Lev Davidoviç Trotskiy dünya devriminin her atılımında yaşıyor!

Sosyalist devrimler çağının büyük devrimcileri arasında Marx ile Engels’ten sonra ilk akla gelen elbette Lenin’dir. Tarihin ilk büyük ve kalıcı sosyalist devriminde, 1917 Rus devriminde, Lenin’in elbette özel bir yeri vardır. Ama Lenin’in mücadele arkadaşı, onunla birlikte Ekim devriminin iki büyük önderinden biri olan, Lenin’in ölümünden sonra ise Ekim’in programını bürokrasiye karşı mücadelesiyle savunan ve böylece Lenin’in mirasını ayakta tutan Lev Davidoviç Trotskiy, büyük devrimciler galerisinde bu üçlünün dışında hiç kimse ile karşılaştırılamayacak bir yere sahiptir. Onun 21 Ağustos 1940’ta gelen ölümünün yıldönümünde Trotskiy’i anmak ve anlamak en çok bu yüzden, Marksizmin ve Leninizmin programının ve mücadelesinin bütün koşullarda yaşatılması bakımından bugün devasa bir önem taşıyor!

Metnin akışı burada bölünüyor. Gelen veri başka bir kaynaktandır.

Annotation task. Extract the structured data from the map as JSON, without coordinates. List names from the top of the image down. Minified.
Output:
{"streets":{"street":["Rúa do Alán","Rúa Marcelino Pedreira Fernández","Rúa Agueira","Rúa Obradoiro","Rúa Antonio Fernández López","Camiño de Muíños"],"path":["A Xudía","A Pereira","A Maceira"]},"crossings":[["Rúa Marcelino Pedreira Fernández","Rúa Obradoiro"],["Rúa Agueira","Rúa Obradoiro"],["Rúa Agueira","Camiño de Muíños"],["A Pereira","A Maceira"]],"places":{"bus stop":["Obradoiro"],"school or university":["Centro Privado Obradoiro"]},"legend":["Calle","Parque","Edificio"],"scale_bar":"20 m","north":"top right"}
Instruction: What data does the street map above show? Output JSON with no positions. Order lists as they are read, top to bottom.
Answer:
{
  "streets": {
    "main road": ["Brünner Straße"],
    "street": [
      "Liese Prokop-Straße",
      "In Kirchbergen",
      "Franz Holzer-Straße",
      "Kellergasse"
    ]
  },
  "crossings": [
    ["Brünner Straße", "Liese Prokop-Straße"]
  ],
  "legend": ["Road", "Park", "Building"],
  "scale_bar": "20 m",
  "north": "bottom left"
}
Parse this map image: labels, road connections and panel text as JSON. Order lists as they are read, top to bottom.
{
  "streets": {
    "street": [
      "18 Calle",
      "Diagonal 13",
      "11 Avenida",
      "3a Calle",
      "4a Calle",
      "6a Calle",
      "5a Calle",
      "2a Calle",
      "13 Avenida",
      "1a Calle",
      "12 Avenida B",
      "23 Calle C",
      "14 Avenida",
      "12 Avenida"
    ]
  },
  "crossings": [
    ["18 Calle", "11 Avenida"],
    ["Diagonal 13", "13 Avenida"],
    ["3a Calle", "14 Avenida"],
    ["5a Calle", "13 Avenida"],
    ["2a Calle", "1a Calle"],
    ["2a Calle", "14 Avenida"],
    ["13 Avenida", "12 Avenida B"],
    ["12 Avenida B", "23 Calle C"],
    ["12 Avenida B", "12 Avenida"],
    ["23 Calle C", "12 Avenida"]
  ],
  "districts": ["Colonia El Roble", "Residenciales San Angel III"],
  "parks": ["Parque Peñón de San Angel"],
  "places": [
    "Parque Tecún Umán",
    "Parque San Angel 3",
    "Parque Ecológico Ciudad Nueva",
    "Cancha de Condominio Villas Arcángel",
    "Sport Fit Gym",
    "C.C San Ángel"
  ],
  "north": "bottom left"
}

1879 doğumlu Trotskiy, henüz 18 yaşında iken sosyalist harekete katılmış, bir yıl sonra Marksizmi benimsemiş ve hayatının sonuna kadar yaratıcı biçimde ama inatla Marksist kalmıştır. Lenin’le ilk kez 1902’de, sürgün edildiği Sibirya’dan kaçıp gittiği Londra’da tanışan Trotskiy 1903 yılında Rus Sosyal Demokrat İşçi Partisi’nin (RSDİP) 2. Kongresi’ndeki bölünmede Lenin’in Bolşevik anlayışının karşısında yer alarak hayatının en büyük hatasını yapmıştır. İki büyük devrimci önderin yolunu ancak 1917 Rus devrimi birleştirecek, Trotskiy Lenin’in uzun yıllar boyu sabırla inşa ettiği Bolşevik Partisi’nin devrim için vazgeçilmezliğini kavrayarak grubuyla birlikte partiye katılacaktır. Trotksiy, daha sonra Bolşevizme ilişkin yanlışı konusunda açık özeleştiri verecektir. Lenin ise, Trotskiy için “Bir kez partiye katıldıktan sonra Trotskiy herkesten daha iyi bir Bolşevik oldu” diyecektir. Bugün her kim Trotskiy’i Bolşevizmden farklı olarak liberal bir parti anlayışına sahip görüyorsa, bütünüyle yanılıyor demektir.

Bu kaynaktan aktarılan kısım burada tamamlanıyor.